• **Task description**:
How many lines in the records below contain the word "small"? State that number and nothing more.

[Dataset records]
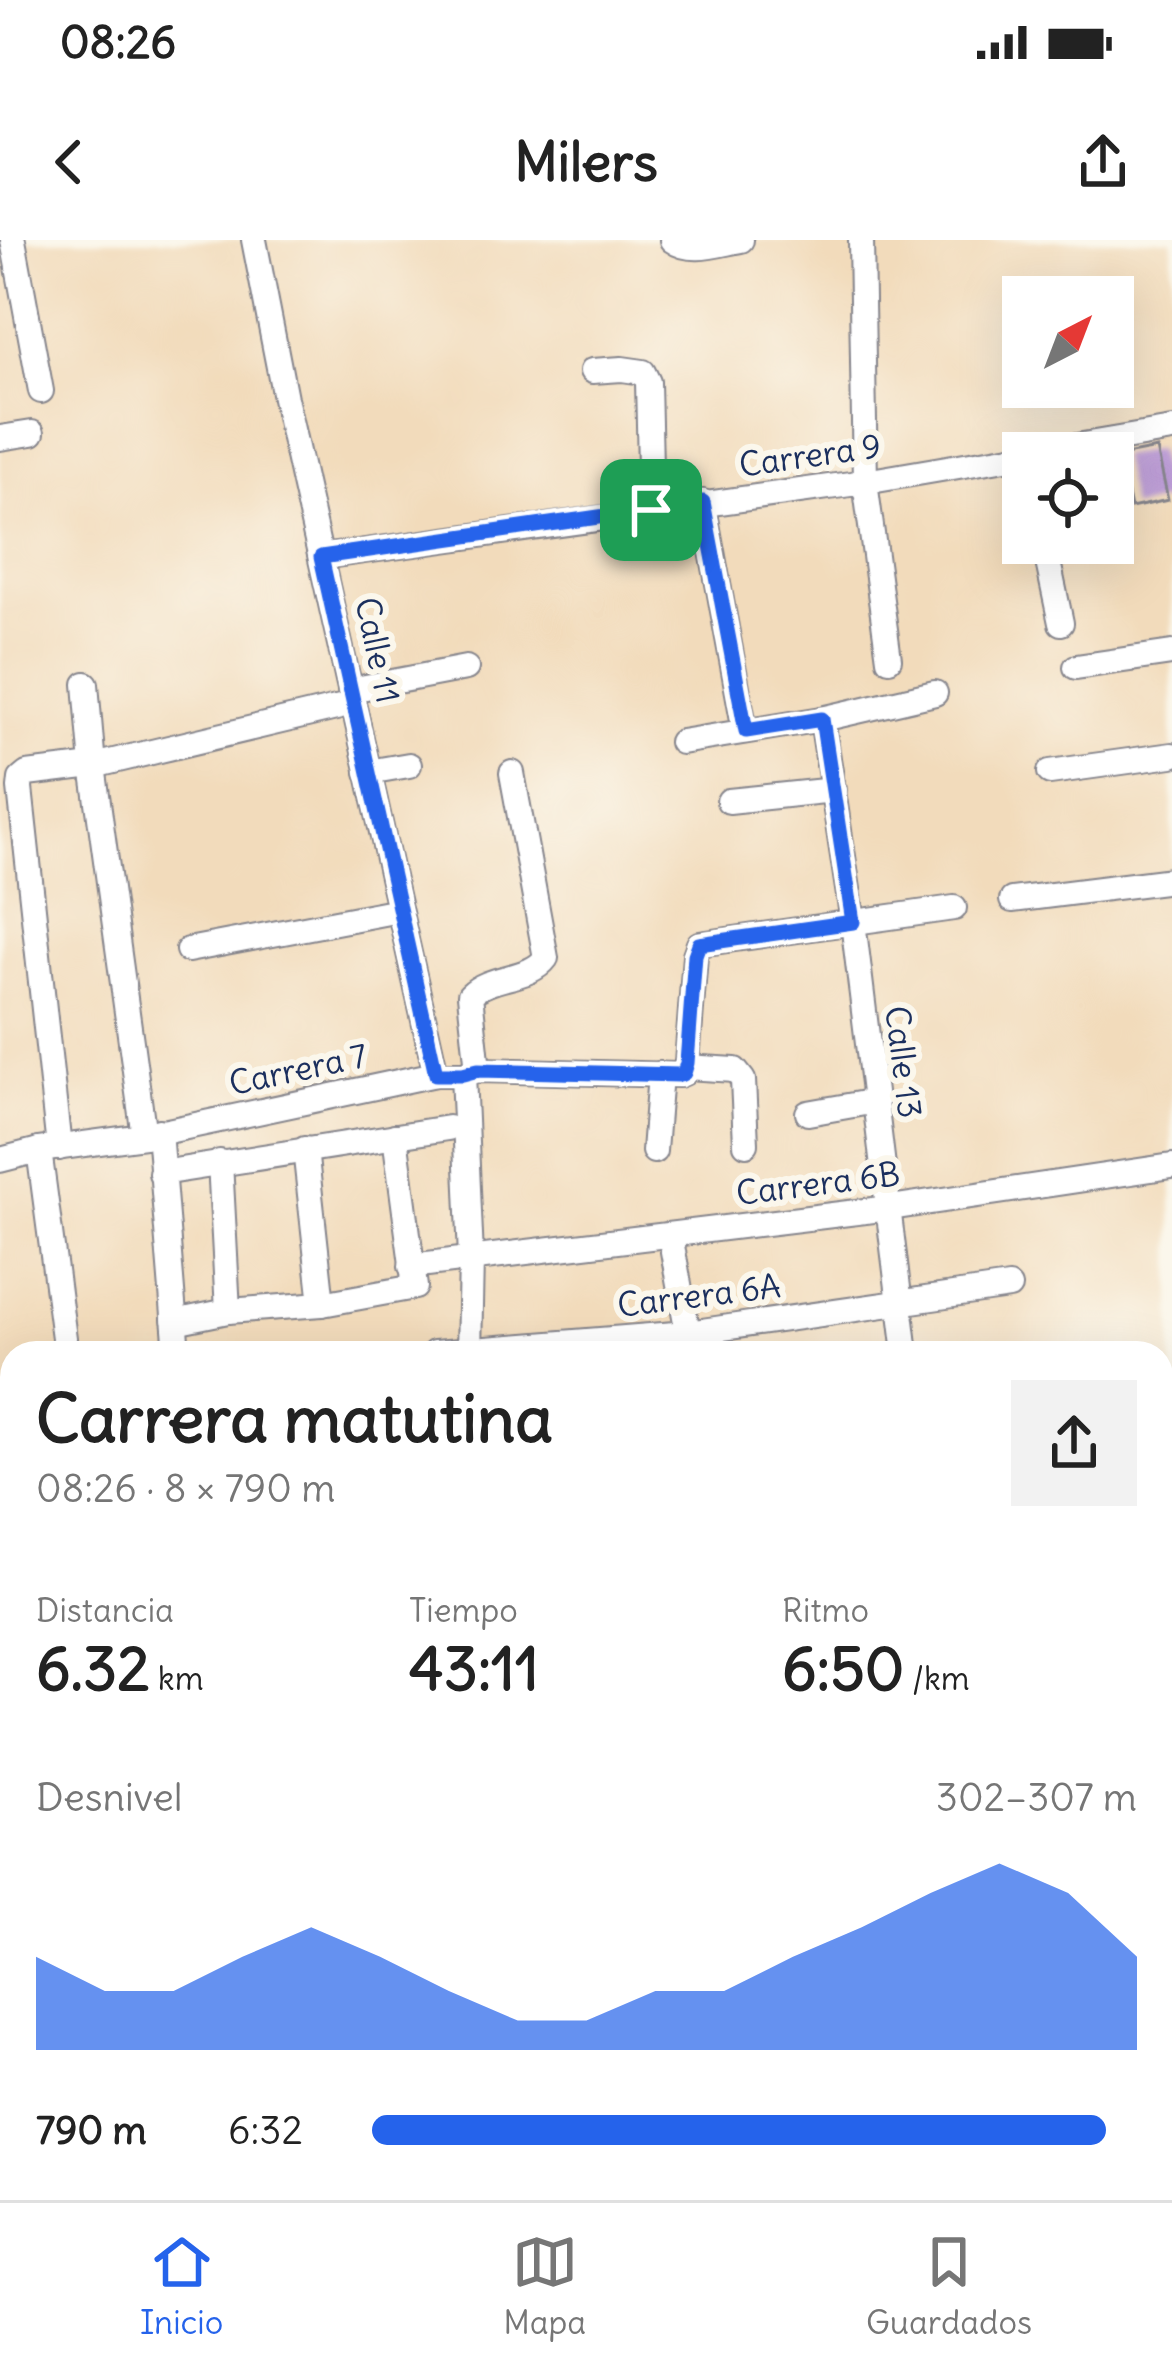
<!DOCTYPE html>
<html lang="es">
<head>
<meta charset="utf-8">
<style>
  body { margin:0; font-family:Delius,sans-serif; background:#f2f2f2; color:#222; height:100vh; display:flex; flex-direction:column; font-size:45px; white-space:nowrap }
  * { box-sizing:border-box; margin:0 }
  p { font-size:39px; color:#767676 }
  .icon { flex:none; width:66px; height:66px; fill:none; stroke:currentColor; stroke-width:2; stroke-linecap:round; stroke-linejoin:round }
  .map { position:relative; flex:1; overflow:hidden }
  .side { position:absolute; left:0px; top:1101px; width:1173px; height:861px; display:flex; flex-direction:column; background:#fff; border-radius:36px 36px 0 0; box-shadow:0 12px 48px #0002 }
  .side>* { flex:none }
  .needle { width:78px; rotate:42deg }
  .fabs { position:absolute; left:1002px; top:36px; display:grid; gap:24px }
  .fabs a { display:grid; place-items:center; width:132px; height:132px; border-radius:0px; background:#fff; box-shadow:0 12px 48px #0002; font-size:60px }
  .pin { position:absolute; display:grid; place-items:center; width:102px; height:102px; color:#fff; margin:-51px; border-radius:24px; box-shadow:0 6px 18px #0006 }
  .round { display:grid; place-items:center; flex:none; width:126px; height:126px; border-radius:0px; background:#f2f2f2 }
  .summary { display:flex; align-items:center; justify-content:space-between; height:204px; padding:0 36px }
  h1 { font-size:66px; font-weight:700; line-height:90px }
  .metrics { display:grid; grid-template-columns:repeat(3,1fr); gap:18px; height:204px; padding:12px 36px }
  .metrics div { display:grid; align-content:center }
  .metrics b { font-size:60px; font-weight:700 }
  .metrics small { font-size:33px; font-weight:400 }
  .metrics p { font-size:33px }
  .chart { height:336px; padding:24px 36px }
  .chart p { display:flex; justify-content:space-between }
  .chart svg { width:100%; height:216px; margin-top:12px; fill:#2563eb; opacity:.7 }
  ul { padding:0 36px; list-style:none; font-size:39px }
  li { display:grid; grid-template-columns:192px 144px 1fr; align-items:center; height:90px }
  li i { height:30px; border-radius:15px; background:#2563eb }
  .status { display:flex; justify-content:space-between; align-items:center; height:84px; padding:0 60px; background:#fff; direction:ltr }
  .status svg { height:33px; fill:currentColor }
  header { display:flex; justify-content:space-between; align-items:center; height:156px; padding:0 36px; background:#fff; font-size:54px; font-weight:700 }
  .menu { display:flex; justify-content:space-around; align-items:center; height:168px; border-top:3px solid #e0e0e0; background:#fff; font-size:33px; color:#767676 }
  .menu a { display:grid; justify-items:center; gap:6px }
  .menu .selected { color:#2563eb }
  .map>svg:first-child { display:block }
</style>
</head>
<body>
<div class="status"><b>08:26</b><svg viewBox="0 0 49 12"><path d="M0 12V9h3v3zM5 12V6h3v6zM10 12V3h3v9zM15 12V0h3v12zM26 1h20v11H26zM47 4h2v5h-2z"/></svg></div>
<header><svg class="icon" aria-label="back" viewBox="0 0 24 24"><path d="M15 5l-7 7 7 7"/></svg>Milers<svg class="icon" aria-label="share" viewBox="0 0 24 24"><path d="M12 15V3M7 8l5-5 5 5M5 13v7h14v-7"/></svg></header>
<div class="map">
<svg width="1172" height="1960" viewBox="0 0 1172 1960">
  <rect width="100%" height="100%" fill="#fbf7ec"/>
  <filter id="ink" filterUnits="userSpaceOnUse"><feTurbulence type="fractalNoise" baseFrequency=".00833" numOctaves="2"/><feDisplacementMap in="SourceGraphic" scale="24" xChannelSelector="R" yChannelSelector="G"/><feConvolveMatrix kernelMatrix="1 2 1 2 8 2 1 2 1" color-interpolation-filters="sRGB"/></filter>
  <filter id="wash" filterUnits="userSpaceOnUse"><feTurbulence type="fractalNoise" baseFrequency=".004" numOctaves="4" result="noise"/><feDisplacementMap in="SourceGraphic" scale="48" xChannelSelector="R" yChannelSelector="G"/><feGaussianBlur stdDeviation="2.7" result="paint"/><feColorMatrix in="noise" values="0 0 0 0 0 0 0 0 0 0 0 0 0 0 0 0 0 1.4 0 .05"/><feComposite in="paint" operator="in"/></filter>
  <g filter="url(#wash)">
    <rect width="100%" height="100%" fill="#f2dbbb"/>
    <g id="blocks">
      <!-- building -->
      <path fill="#b999d4" d="M1157 209 1168 260 1131 268 1120 216Z"/>
    </g>
  </g>
  <g filter="url(#ink)">
    <use href="#blocks" fill-opacity="0" stroke="#86858c" stroke-width="3"/>
    <g fill="none" stroke-linecap="round" stroke-linejoin="round">
      <defs>
        <g id="minor">
          <path d="M13 0 41 151"/>
          <path d="M254 0 285 158 436 834"/>
          <path d="M672 0C691 14 718 4 741 0"/>
          <path d="M861 0 865 242 889 419"/>
          <path d="M592 131 622 129 643 132 648 142 651 270"/>
          <path d="M0 198 32 193"/>
          <path d="M1035 213 1172 190"/>
          <path d="M703 262 745 491"/>
          <path d="M1044 303 1061 383"/>
          <path d="M321 317 865 242 1023 215"/>
          <path d="M1076 427 1172 413"/>
          <path d="M86 444 93 526 144 896"/>
          <path d="M350 450 466 428"/>
          <path d="M822 479 853 682 906 1113"/>
          <path d="M681 502 822 479 935 453"/>
          <path d="M368 532 409 525"/>
          <path d="M1050 532 1172 515"/>
          <path d="M729 561 834 550"/>
          <path d="M1012 660 1172 640"/>
          <path d="M188 710 399 670"/>
          <path d="M686 827 735 830 743 840 746 904"/>
          <path d="M478 830 470 755C491 734 529 741 546 718L512 533"/>
          <path d="M463 834 471 1018 469 1113"/>
          <path d="M808 873 876 861"/>
          <path d="M159 891 177 1113"/>
          <path d="M59 908 20 548 21 539 27 534 93 526 353 464"/>
          <path d="M305 909 322 1064"/>
          <path d="M39 910 64 1098"/>
          <path d="M654 911 660 834"/>
          <path d="M0 920 39 910 144 896 436 834H463L478 830 679 835 684 833 687 823 695 715 699 704 954 668"/>
          <path d="M220 922 228 1071"/>
          <path d="M161 933 448 888"/>
          <path d="M670 995 688 1093"/>
          <path d="M411 1026 890 968 1172 926"/>
          <path d="M174 1079 184 1080 228 1071 322 1064 415 1047 395 896"/>
          <path d="M434 1113 688 1093 1009 1047"/>
          <path d="M1161 1155 1172 1154"/>
          <path d="M0 1300 12 1299"/>
          <path d="M1161 1488 1172 1565"/>
          <path d="M1161 1606 1172 1605"/>
          <path d="M0 1766 12 1764"/>
          <path d="M1161 1917 1172 1914"/>
          <path d="M0 1928 12 1926"/>
          <path d="M87 1950 88 1960"/>
          <path d="M243 1950 244 1960"/>
          <path d="M815 1950 816 1960"/>
          <path d="M1081 1950 1083 1960"/>
          <path d="M959 1960 1019 1950"/>
        </g>
        <g id="major">
          <path d="M1161 1370 1172 1368"/>
          <path d="M0 1523 12 1521"/>
          <path d="M490 1950V1960"/>
        </g>
      </defs>
      <!-- minor casing -->
      <use href="#minor" stroke="#86858c" stroke-width="28"/>
      <!-- major casing -->
      <use href="#major" stroke="#86858c" stroke-width="34"/>
      <!-- minor -->
      <use href="#minor" stroke="#fff" stroke-width="24"/>
      <!-- major -->
      <use href="#major" stroke="#fff" stroke-width="30"/>
    </g>
  </g>
  <g fill="none" stroke-linecap="round" stroke-linejoin="round" filter="url(#ink)">
    <defs>
      <path id="route" d="M703 262 746 491 822 479 853 682 699 704 695 715 687 823 684 833 680 835 478 830 463 834H436L321 317Z"/>
    </defs>
    <!-- route casing -->
    <use href="#route" stroke="#fff" stroke-width="24"/>
    <!-- route -->
    <use href="#route" stroke="#2563eb" stroke-width="15"/>
  </g>
  <g text-anchor="middle" stroke-width="12" stroke-linejoin="round" paint-order="stroke">
    <!-- street labels -->
    <g font-size="33" fill="#1b2f5e" stroke="#fbf7ec">
      <text transform="translate(810 215) rotate(-8)" y="12">Carrera 9</text>
      <text transform="translate(378 410) rotate(78)" y="12">Calle 11</text>
      <text transform="translate(904 822) rotate(83)" y="12">Calle 13</text>
      <text transform="translate(298 829) rotate(-12)" y="12">Carrera 7</text>
      <text transform="translate(818 943) rotate(-7)" y="12">Carrera 6B</text>
      <text transform="translate(699 1055) rotate(-7)" y="12">Carrera 6A</text>
    </g>
  </g>
</svg>
<div class="fabs">
<a><svg class="needle" viewBox="-14 -14 28 28"><path d="M0-13l5 13h-10z" fill="#e53935"/><path d="M0 13l5-13h-10z" fill="#767676"/></svg></a>
<a><svg class="icon" aria-label="locate" viewBox="0 0 24 24"><circle cx="12" cy="12" r="6"/><path d="M12 2v4M12 18v4M2 12h4M18 12h4"/></svg></a>
</div>
<div class="pin" style="left:651px;top:270px;background:#1e9e55"><svg class="icon" aria-label="arrive" viewBox="0 0 24 24"><path d="M6 21V4h12l-3 4 3 4H6"/></svg></div>
<section class="side">
<div class="summary"><div><h1>Carrera matutina</h1><p>08:26 · 8 × 790 m</p></div><a class="round"><svg class="icon" aria-label="share" viewBox="0 0 24 24"><path d="M12 15V3M7 8l5-5 5 5M5 13v7h14v-7"/></svg></a></div>
<div class="metrics">
<div><p>Distancia</p><b>6.32<small> km</small></b></div>
<div><p>Tiempo</p><b>43:11</b></div>
<div><p>Ritmo</p><b>6:50<small> /km</small></b></div>
</div>
<div class="chart"><p><span>Desnivel</span>302–307 m</p>
<svg viewBox="0 0 160 44" preserveAspectRatio="none"><path d="M0 44V25L10 32L20 32L30 25L40 19L50 25L60 32L70 38L80 38L90 32L100 32L110 25L120 19L130 12L140 6L150 12L160 25V44z"/></svg>
</div>
<ul>
<li><b>790 m</b>6:32<i style="width:96%"></i></li>
</ul>
</section>
</div>
<nav class="menu">
<a class="selected"><svg class="icon" aria-label="home" viewBox="0 0 24 24"><path d="M3 11l9-7 9 7M6 9v11h12V9"/></svg>Inicio</a>
<a><svg class="icon" aria-label="map" viewBox="0 0 24 24"><path d="M3 6l6-2 6 2 6-2v14l-6 2-6-2-6 2zM9 4v14M15 6v14"/></svg>Mapa</a>
<a><svg class="icon" aria-label="saved" viewBox="0 0 24 24"><path d="M7 4h10v16l-5-4-5 4z"/></svg>Guardados</a>
</nav>
</body>
</html>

• **Completed exercise**:
3